In this environment, in which dissent is discouraged and individuals are unwilling to speak up about practices that harm patients – issues core to the work they undertake – voicing about working conditions is unlikely.
Early findings from the research data
The PhD research explores the experiences of junior doctors, a medical professional cohort especially vulnerable to silence and silencing. 38 interviews were conducted with junior doctors, senior doctors and stakeholders.
Early findings indicate a complex array of powerful professional, organisational and individual forces related to being a medical professional can lead to silence on working conditions and patient safety and care. These include:
entrenched professional norms that position junior doctors at the bottom of a hierarchy where they are to be seen but not heard
hospital, departmental and specialisation cultures that ensure same
professional discourse that emphasises overwork and non-complaint
a culture of teaching by humiliation in which they are afraid to voice
dependence on senior doctor supervisors for career progression and jobs
training organisations that fail to address workplace issues
hospitals that rely on unpaid labour
opaque HR systems that elide formal voicing of complaints
junior doctors who enter hospitals with little understanding of how to navigate complex organisational systems, and
individuals whose commitment to or desire to succeed in their profession leads to either self-sacrificing or patient safety silence or, frequently, both.
Understanding barriers to voice is critical in the healthcare context. This research will benefit individual medical professionals by enabling the bodies that educate, train and employ medical professionals to better support them – and in doing so, meet organisational goals by enhancing the quality of patient outcomes. This is increasingly important as community awareness of compromises to patient safety and care grows, especially those resulting from junior doctors’ working conditions.

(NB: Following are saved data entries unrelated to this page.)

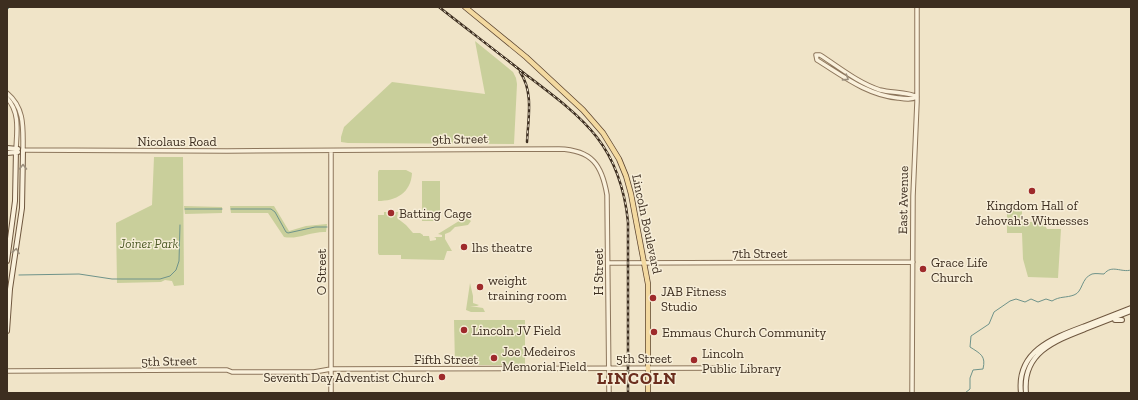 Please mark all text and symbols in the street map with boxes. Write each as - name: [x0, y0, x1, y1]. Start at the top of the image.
- one-way arrow: [842, 73, 849, 81]
- street label: 9th Street: [432, 131, 488, 147]
- street label: Nicolaus Road: [137, 134, 217, 149]
- one-way arrow: [19, 164, 27, 170]
- street label: East Avenue: [895, 166, 911, 234]
- street label: Lincoln Boulevard: [629, 173, 665, 275]
- marker: Kingdom Hall of Jehovah's Witnesses: [1027, 186, 1037, 196]
- place label: Kingdom Hall of Jehovah's Witnesses: [975, 198, 1089, 228]
- place label: Batting Cage: [399, 206, 472, 221]
- marker: Batting Cage: [386, 208, 396, 218]
- park label: Joiner Park: [119, 236, 178, 251]
- place label: lhs theatre: [472, 240, 532, 255]
- marker: lhs theatre: [459, 242, 469, 252]
- street label: 7th Street: [732, 246, 788, 261]
- one-way arrow: [11, 248, 20, 254]
- street label: O Street: [314, 248, 329, 295]
- street label: H Street: [591, 248, 606, 296]
- place label: Grace Life Church: [931, 255, 988, 285]
- marker: Grace Life Church: [918, 264, 928, 274]
- place label: weight training room: [488, 273, 568, 303]
- marker: weight training room: [475, 282, 485, 292]
- place label: JAB Fitness Studio: [661, 284, 727, 314]
- marker: JAB Fitness Studio: [648, 293, 658, 303]
- place label: Lincoln JV Field: [472, 323, 561, 338]
- marker: Lincoln JV Field: [459, 325, 469, 335]
- place label: Emmaus Church Community: [662, 325, 827, 340]
- marker: Emmaus Church Community: [649, 327, 659, 337]
- place label: Joe Medeiros Memorial Field: [502, 344, 587, 374]
- place label: Lincoln Public Library: [702, 346, 782, 376]
- street label: 5th Street: [616, 351, 672, 366]
- street label: Fifth Street: [414, 352, 478, 367]
- street label: 5th Street: [141, 353, 197, 369]
- marker: Joe Medeiros Memorial Field: [489, 353, 499, 363]
- marker: Lincoln Public Library: [689, 355, 699, 365]
- district label: LINCOLN: [597, 368, 677, 388]
- place label: Seventh Day Adventist Church: [263, 370, 435, 385]
- marker: Seventh Day Adventist Church: [437, 372, 447, 382] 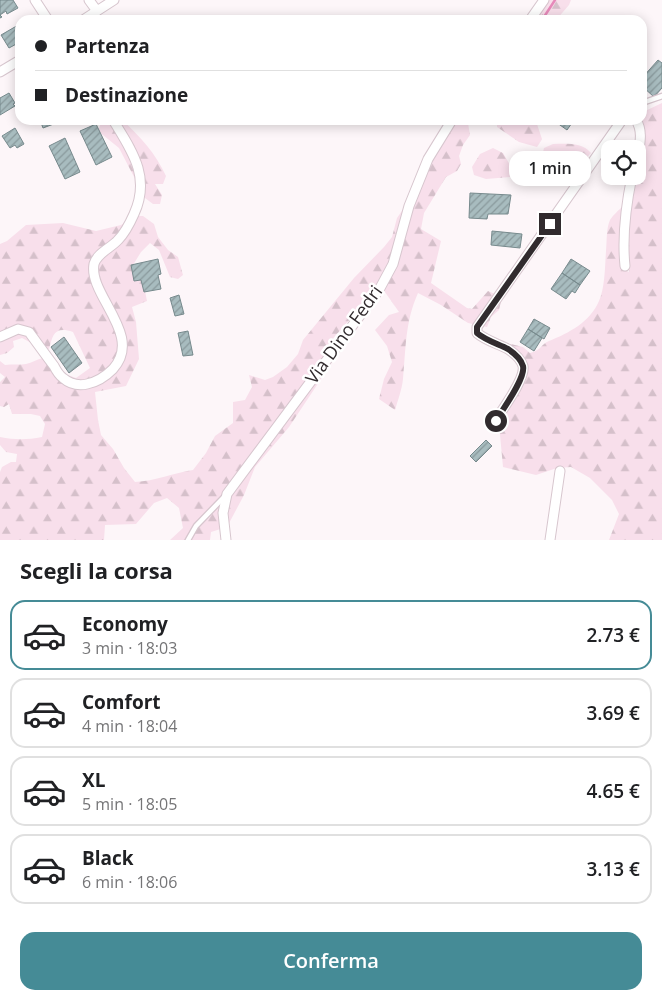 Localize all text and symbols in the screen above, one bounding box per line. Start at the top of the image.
text: Partenza [65,33,150,59]
text: Destinazione [65,82,188,108]
map controls [601,140,646,185]
button: locate [601,140,646,185]
callout: 1 min [509,152,591,186]
text: 1 min [528,157,572,179]
route end [539,213,561,235]
street label: Via Dino Fedri [299,280,387,389]
route start [485,410,507,432]
text: Scegli la corsa [20,555,173,585]
text: Economy [82,611,168,637]
icon: car [22,613,67,658]
text: 2.73 € [586,622,640,648]
text: 3 min · 18:03 [82,637,177,659]
text: Comfort [82,689,161,715]
icon: car [22,691,67,736]
text: 3.69 € [586,700,640,726]
text: 4 min · 18:04 [82,715,177,737]
text: XL [82,767,105,793]
icon: car [22,769,67,814]
text: 4.65 € [586,778,640,804]
text: 5 min · 18:05 [82,793,177,815]
text: Black [82,845,134,871]
icon: car [22,847,67,892]
text: 3.13 € [586,856,640,882]
text: 6 min · 18:06 [82,871,177,893]
button: Conferma [20,932,642,990] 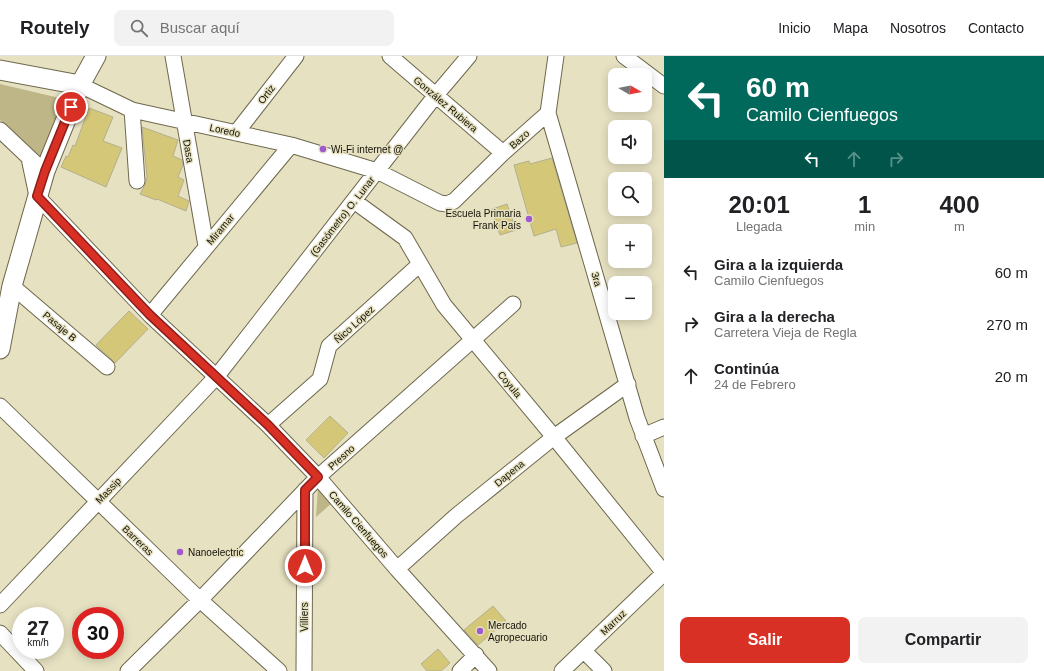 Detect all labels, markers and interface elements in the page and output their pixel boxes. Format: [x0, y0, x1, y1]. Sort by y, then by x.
search box [114, 10, 394, 46]
text: Routely [20, 17, 90, 38]
icon: search [128, 17, 150, 39]
text: Buscar aquí [160, 19, 240, 36]
text: Inicio [778, 20, 811, 36]
text: Mapa [833, 20, 868, 36]
text: Nosotros [890, 20, 946, 36]
text: Contacto [968, 20, 1024, 36]
north arrow [608, 68, 652, 112]
map controls [608, 68, 652, 320]
icon: left [680, 72, 732, 124]
text: 60 m [746, 72, 810, 103]
street label: González Rubiera [411, 74, 480, 135]
street label: Ortiz [256, 83, 277, 106]
pin [54, 90, 88, 124]
icon: arrive [60, 96, 82, 118]
text: Camilo Cienfuegos [746, 105, 898, 125]
button: sound [608, 120, 652, 164]
street label: Loredo [209, 122, 242, 139]
street label: Bazo [507, 127, 532, 151]
street label: Dasa [181, 139, 196, 164]
marker: Wi-Fi internet @ [318, 144, 328, 154]
place label: Wi-Fi internet @ [331, 144, 403, 155]
icon: left [801, 148, 823, 170]
icon: ahead [843, 148, 865, 170]
icon: right [885, 148, 907, 170]
button: search [608, 172, 652, 216]
street label: (Gasómetro) O. Lunar [308, 174, 377, 258]
text: 20:01 [728, 191, 790, 218]
text: 1 [858, 191, 871, 218]
text: 400 [940, 191, 980, 218]
place label: Escuela Primaria Frank País [445, 208, 521, 231]
street label: Miramar [204, 211, 237, 247]
marker: Escuela Primaria Frank País [524, 214, 534, 224]
text: Llegada [736, 219, 782, 234]
text: min [854, 219, 875, 234]
text: m [954, 219, 965, 234]
button: + [608, 224, 652, 268]
text: Gira a la izquierda [714, 256, 843, 273]
icon: left [680, 261, 702, 283]
text: 60 m [995, 264, 1028, 281]
street label: 3ra [589, 271, 604, 288]
text: Camilo Cienfuegos [714, 273, 824, 288]
button: − [608, 276, 652, 320]
street label: Ñico López [331, 303, 377, 345]
text: Gira a la derecha [714, 308, 835, 325]
street label: Pasaje B [41, 309, 79, 344]
icon: right [680, 313, 702, 335]
text: 270 m [986, 316, 1028, 333]
text: Carretera Vieja de Regla [714, 325, 857, 340]
text: Continúa [714, 360, 779, 377]
icon: ahead [680, 365, 702, 387]
text: 20 m [995, 368, 1028, 385]
street label: Coyula [495, 369, 524, 400]
text: 24 de Febrero [714, 377, 796, 392]
street label: Presno [326, 442, 357, 472]
street label: Dapena [492, 458, 527, 489]
street label: Massip [93, 475, 124, 506]
street label: Camilo Cienfuegos [327, 489, 390, 560]
street label: Barreras [120, 523, 155, 558]
position arrow [284, 545, 326, 587]
marker: Nanoelectric [175, 547, 185, 557]
place label: Nanoelectric [188, 547, 244, 558]
street label: Villiers [299, 602, 310, 632]
speed limit sign: 30 [72, 607, 124, 659]
street label: Marruz [598, 608, 628, 637]
text: 27 [27, 617, 49, 639]
button: Salir [680, 617, 850, 663]
button: Compartir [858, 617, 1028, 663]
place label: Mercado Agropecuario [488, 620, 548, 643]
marker: Mercado Agropecuario [475, 626, 485, 636]
text: km/h [27, 637, 49, 648] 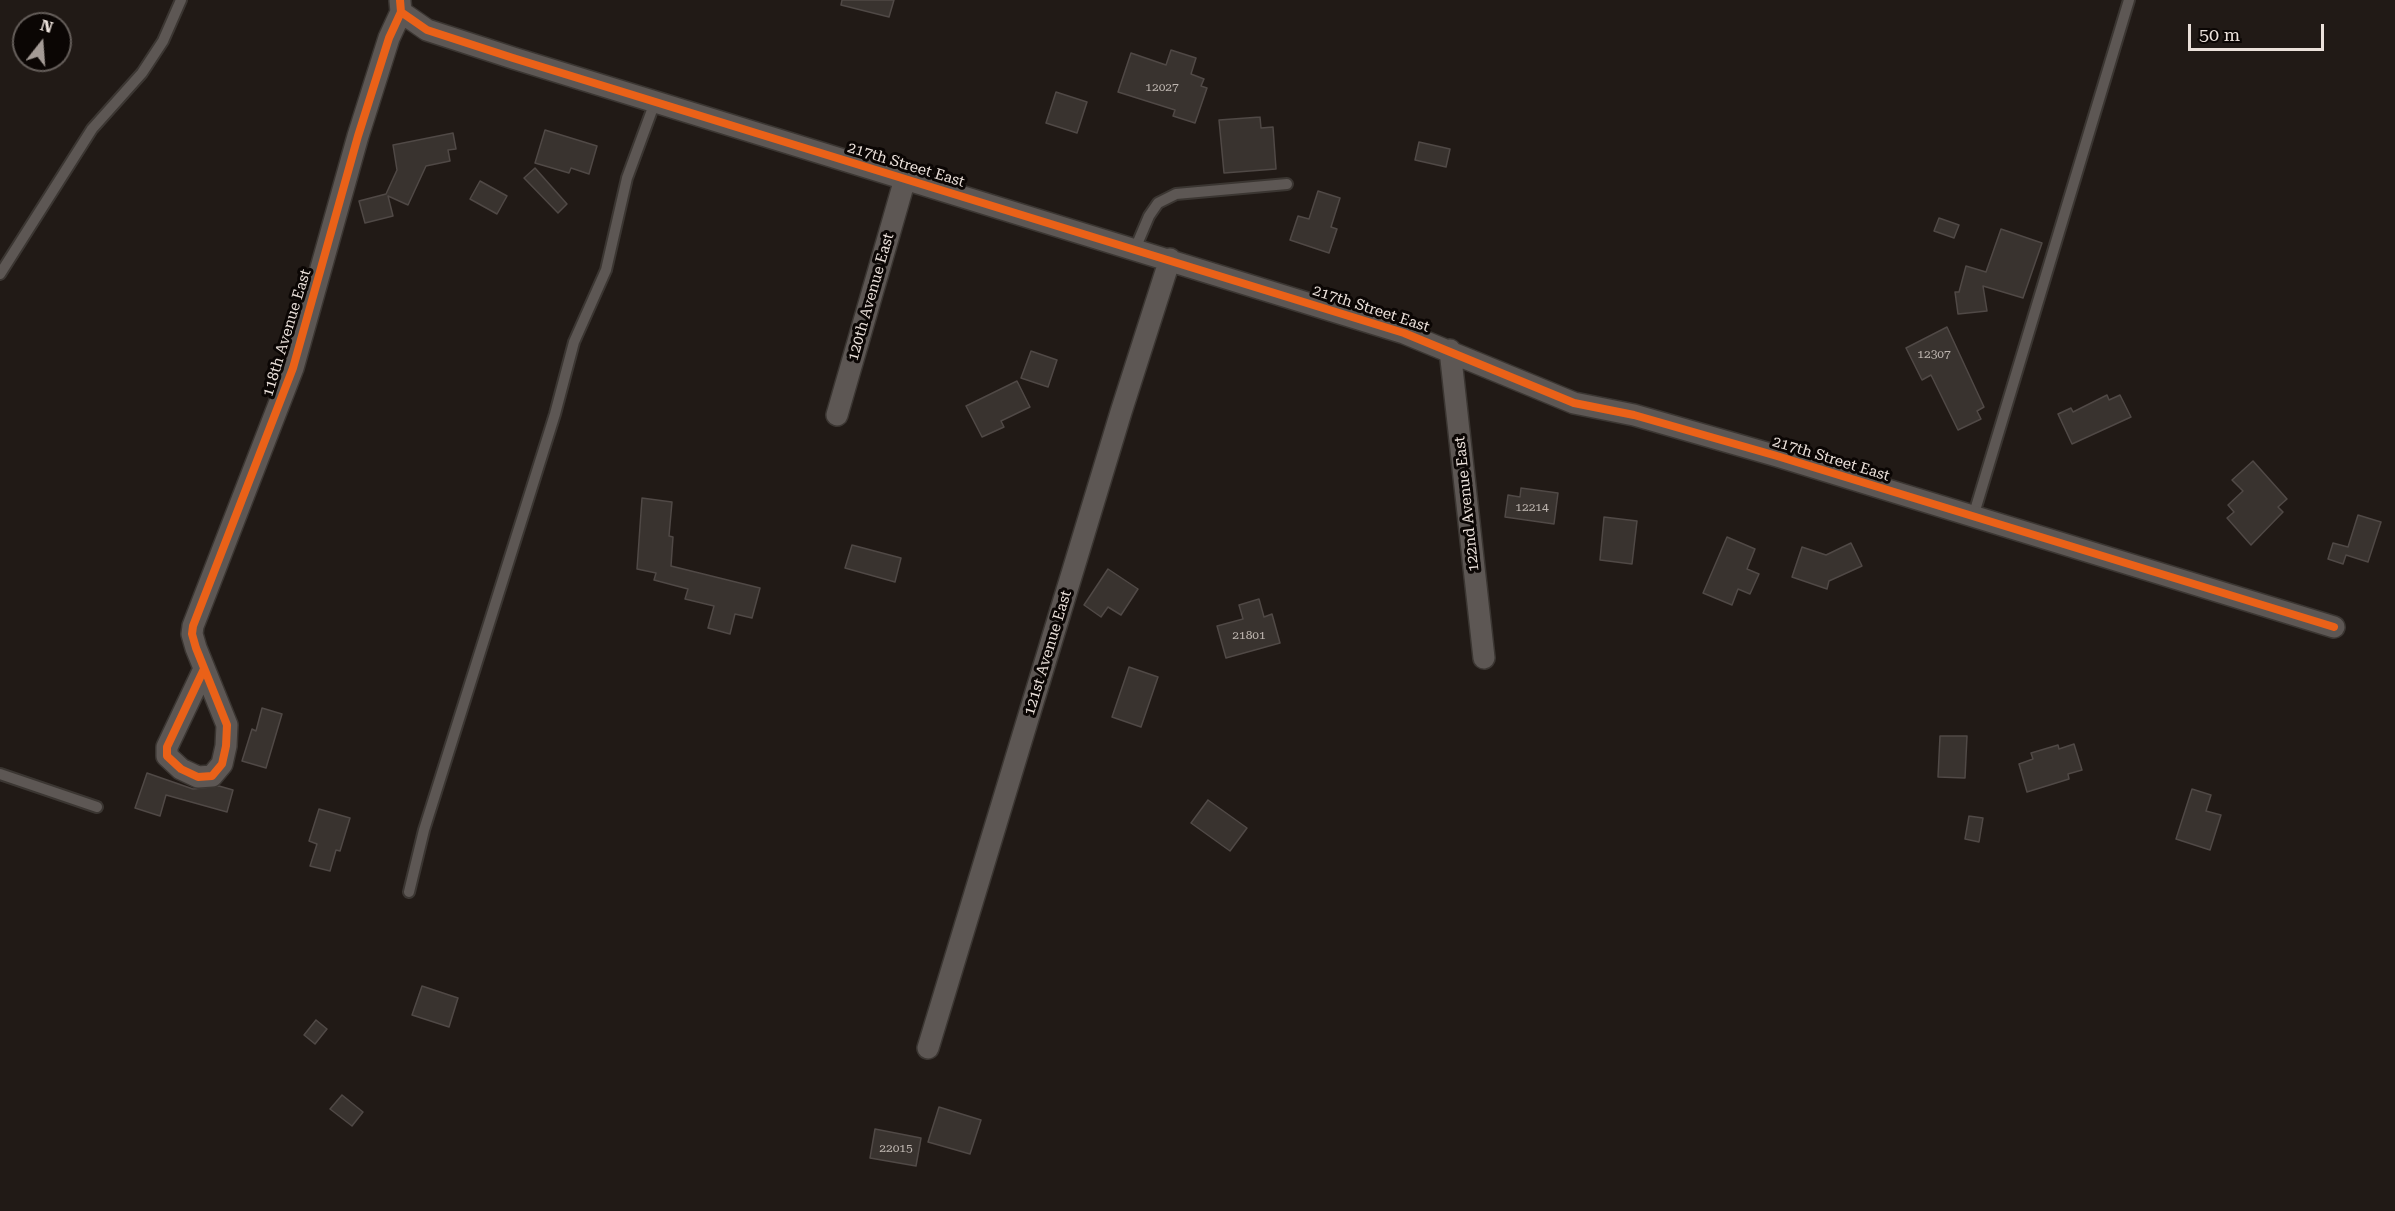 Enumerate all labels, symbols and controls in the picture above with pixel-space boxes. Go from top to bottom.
north arrow [12,12,72,72]
scale bar [2191,12,2328,50]
text: N [38,15,55,37]
text: 50 m [2199,24,2240,45]
house number: 12027 [1145,80,1179,94]
street label: 217th Street East [845,139,967,191]
street label: 120th Avenue East [844,231,898,363]
street label: 118th Avenue East [259,267,315,399]
street label: 217th Street East [1310,282,1432,336]
house number: 12307 [1917,347,1951,361]
street label: 217th Street East [1770,433,1892,485]
street label: 122nd Avenue East [1451,435,1483,573]
house number: 12214 [1515,500,1549,514]
street label: 121st Avenue East [1020,588,1076,718]
house number: 21801 [1232,628,1266,642]
house number: 22015 [879,1141,913,1155]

Post-PhD, Victoria will focus on disseminating her findings via additional journal articles and other media to ensure it reaches academic, industry and mainstream audiences. Future research will examine this problem in more detail and identify interventions.
Victoria is also passionate about the wellbeing of another kind of junior doctor: those in the process of obtaining a PhD or who are working post-PhD as early career academics (ECAs) in university settings.
To this end she undertakes several roles representing the interests of higher degree by research (Master by Research/Master of Philosophy and PhD) students at Griffith University and ANZAM (the Australian and New Zealand Academy of Management). In her spare time, she is co-authoring a book chapter on how the process of becoming an academic impacts ECA mental health, again with a focus on the role of profession.
On 1 February 2023 Victoria paused her PhD for 6 months to commence work on research that examines voice and silence in the ECA supervisory relationship, and in the mentoring relationships ECAs form with academics outside the supervisory relationship.
MBus (Philanthropy & Nonprofit Studies)
Peer support for healthcare professionals and doctoral researchers
Researcher interested in unravelling the hard-to-unravel organisational issues
Higher degree by research student representative and doctoral workshop chair
Nonprofit consultant and non-executive director
Small business owner-operator
Former manager and interim CEO (change manager)
Victoria is a leader who takes a strategic approach to business, people and research problems. She uses critical thinking skills to shine a light on complex organisational issues in a way that respects the interests of organisations and individuals.
Her previous research examined dysfunctional leadership in the nonprofit sector, and how to replicate services typically delivered in a fixed, traditional setting in an atypical, transient environment.